In the entries below, identify every line with the string "value" and copy it.
:::::
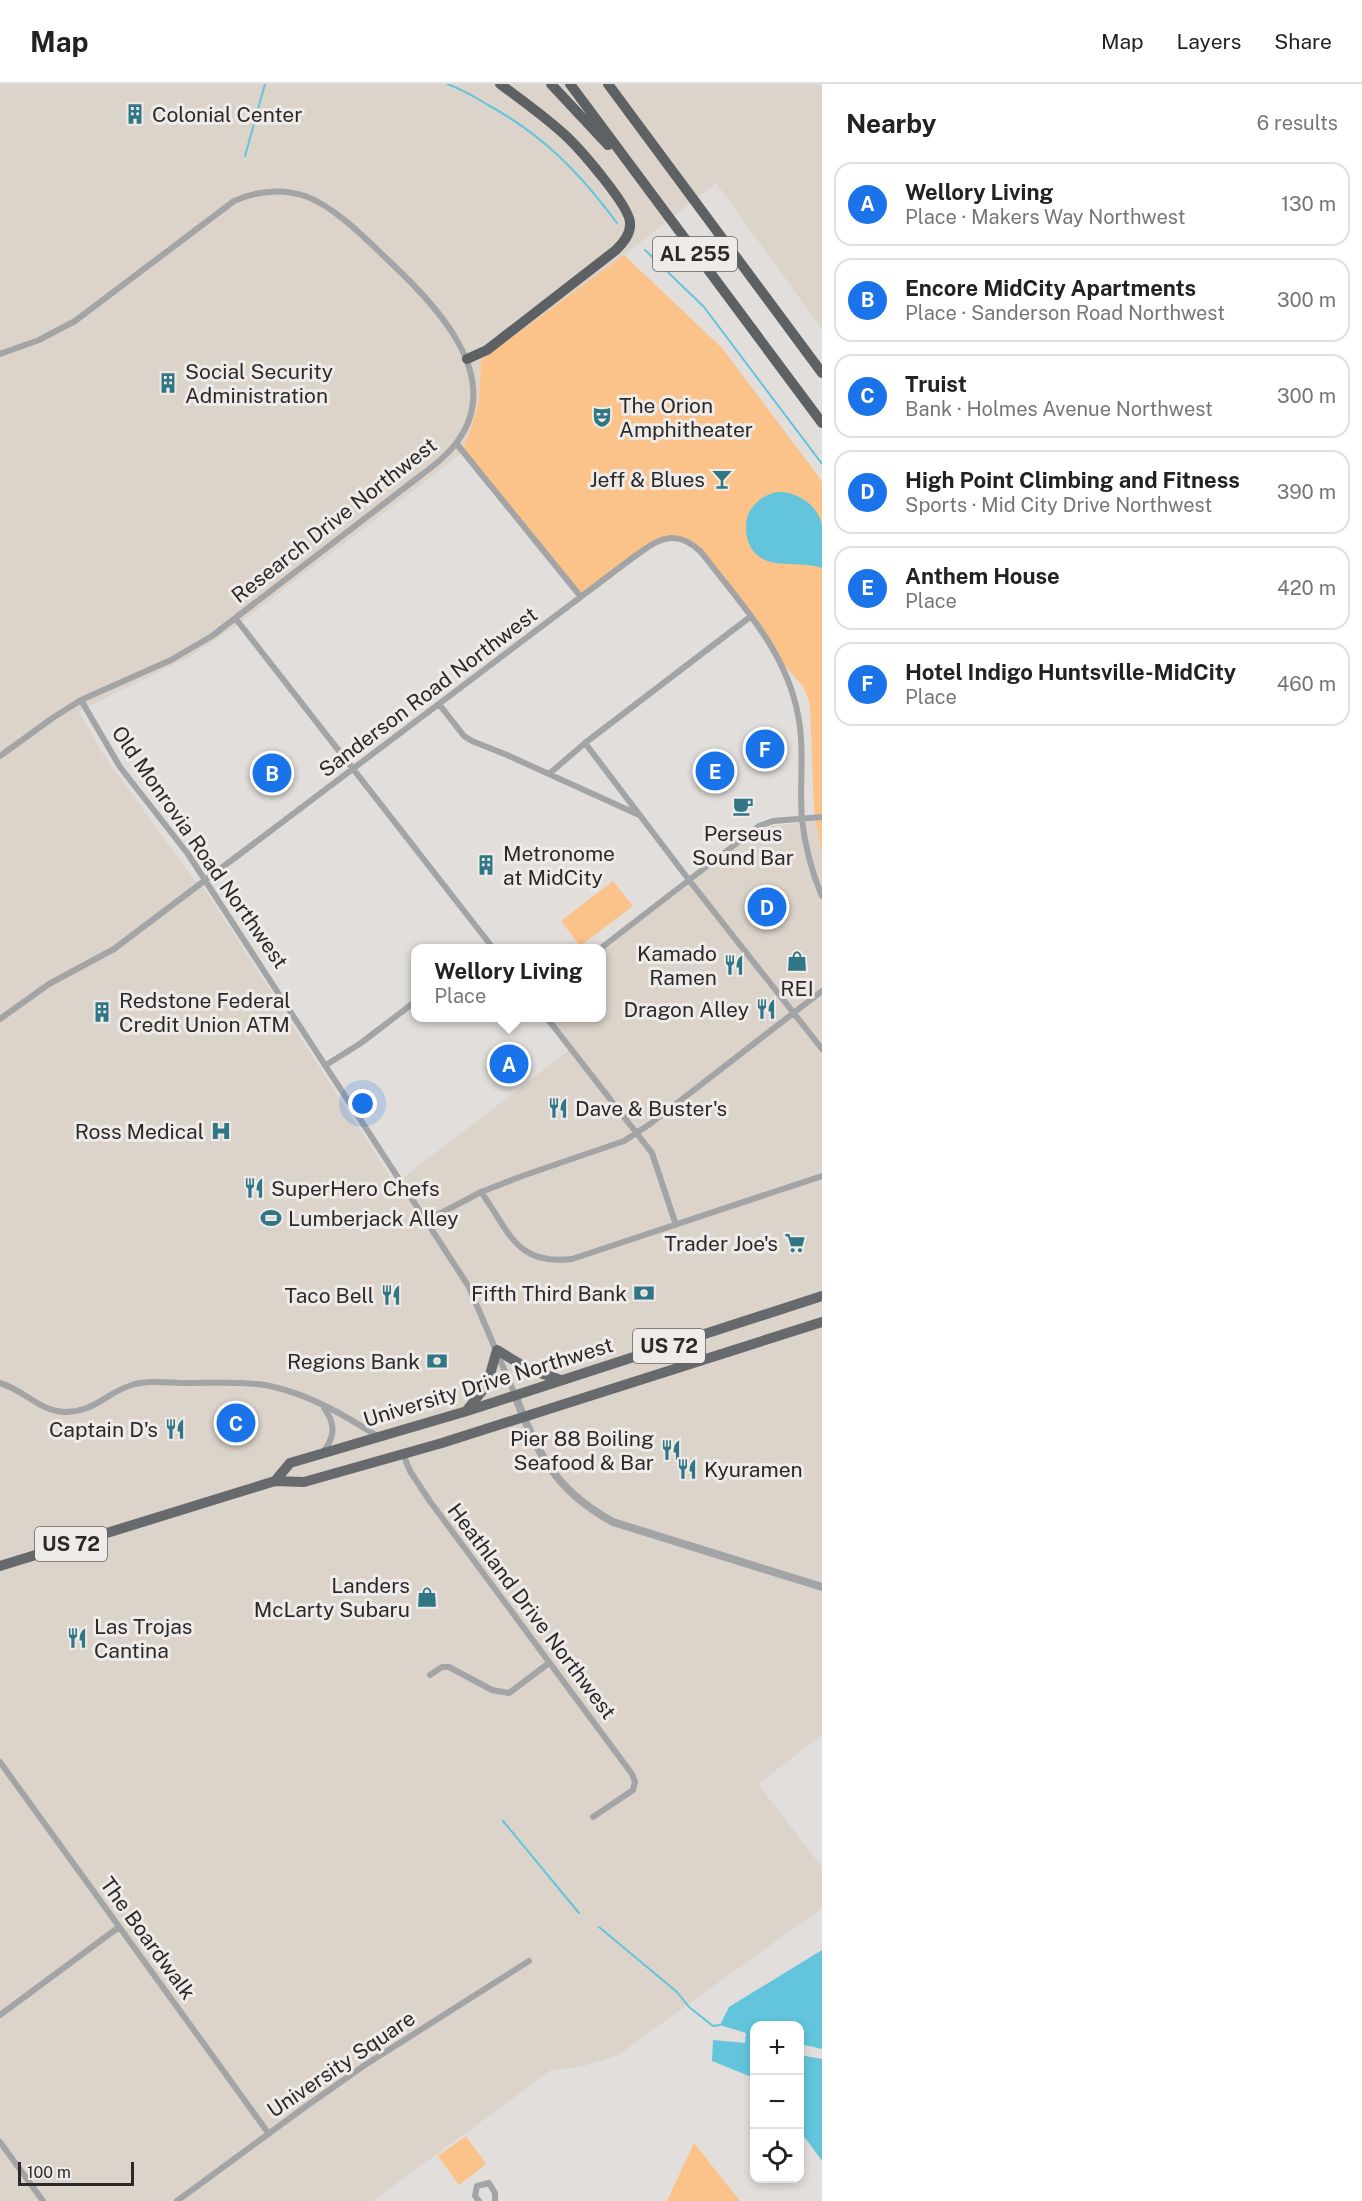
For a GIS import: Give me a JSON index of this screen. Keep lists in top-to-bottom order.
{
  "streets": {
    "highway": ["AL 255", "US 72", "University Drive Northwest"],
    "street": [
      "Research Drive Northwest",
      "Sanderson Road Northwest",
      "Old Monrovia Road Northwest",
      "Heathland Drive Northwest",
      "The Boardwalk",
      "University Square"
    ]
  },
  "crossings": [
    ["Research Drive Northwest", "Old Monrovia Road Northwest"],
    ["Sanderson Road Northwest", "Old Monrovia Road Northwest"],
    ["Old Monrovia Road Northwest", "University Drive Northwest"],
    ["University Drive Northwest", "Heathland Drive Northwest"],
    ["The Boardwalk", "University Square"]
  ],
  "places": {
    "building": [
      "Colonial Center",
      "Social Security Administration",
      "Metronome at MidCity",
      "Redstone Federal Credit Union ATM"
    ],
    "theatre": ["The Orion Amphitheater"],
    "bar": ["Jeff & Blues"],
    "cafe": ["Perseus Sound Bar"],
    "shop": ["REI", "Landers McLarty Subaru"],
    "restaurant": [
      "Kamado Ramen",
      "Dragon Alley",
      "Dave & Buster's",
      "SuperHero Chefs",
      "Taco Bell",
      "Captain D's",
      "Pier 88 Boiling Seafood & Bar",
      "Kyuramen",
      "Las Trojas Cantina"
    ],
    "hospital": ["Ross Medical"],
    "sports": ["Lumberjack Alley"],
    "supermarket": ["Trader Joe's"],
    "bank": ["Fifth Third Bank", "Regions Bank"]
  },
  "scale_bar": "100 m",
  "page": {
    "header": "Map",
    "nav": ["Map", "Layers", "Share"],
    "heading": ["Nearby", "6 results"],
    "list": [
      {
        "mark": "A",
        "name": "Wellory Living",
        "note": "Place · Makers Way Northwest",
        "value": "130 m"
      },
      {
        "mark": "B",
        "name": "Encore MidCity Apartments",
        "note": "Place · Sanderson Road Northwest",
        "value": "300 m"
      },
      {
        "mark": "C",
        "name": "Truist",
        "note": "Bank · Holmes Avenue Northwest",
        "value": "300 m"
      },
      {
        "mark": "D",
        "name": "High Point Climbing and Fitness",
        "note": "Sports · Mid City Drive Northwest",
        "value": "390 m"
      },
      {
        "mark": "E",
        "name": "Anthem House",
        "note": "Place",
        "value": "420 m"
      },
      {
        "mark": "F",
        "name": "Hotel Indigo Huntsville-MidCity",
        "note": "Place",
        "value": "460 m"
      }
    ],
    "pins": [
      "F",
      "E",
      "B",
      "D",
      "A",
      "C"
    ],
    "popup": ["Wellory Living", "Place"],
    "map_buttons": ["+", "−"],
    "scale": "100 m"
  }
}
:::::
• PROBLEM SOLUTION
        "value": "130 m"
        "value": "300 m"
        "value": "300 m"
        "value": "390 m"
        "value": "420 m"
        "value": "460 m"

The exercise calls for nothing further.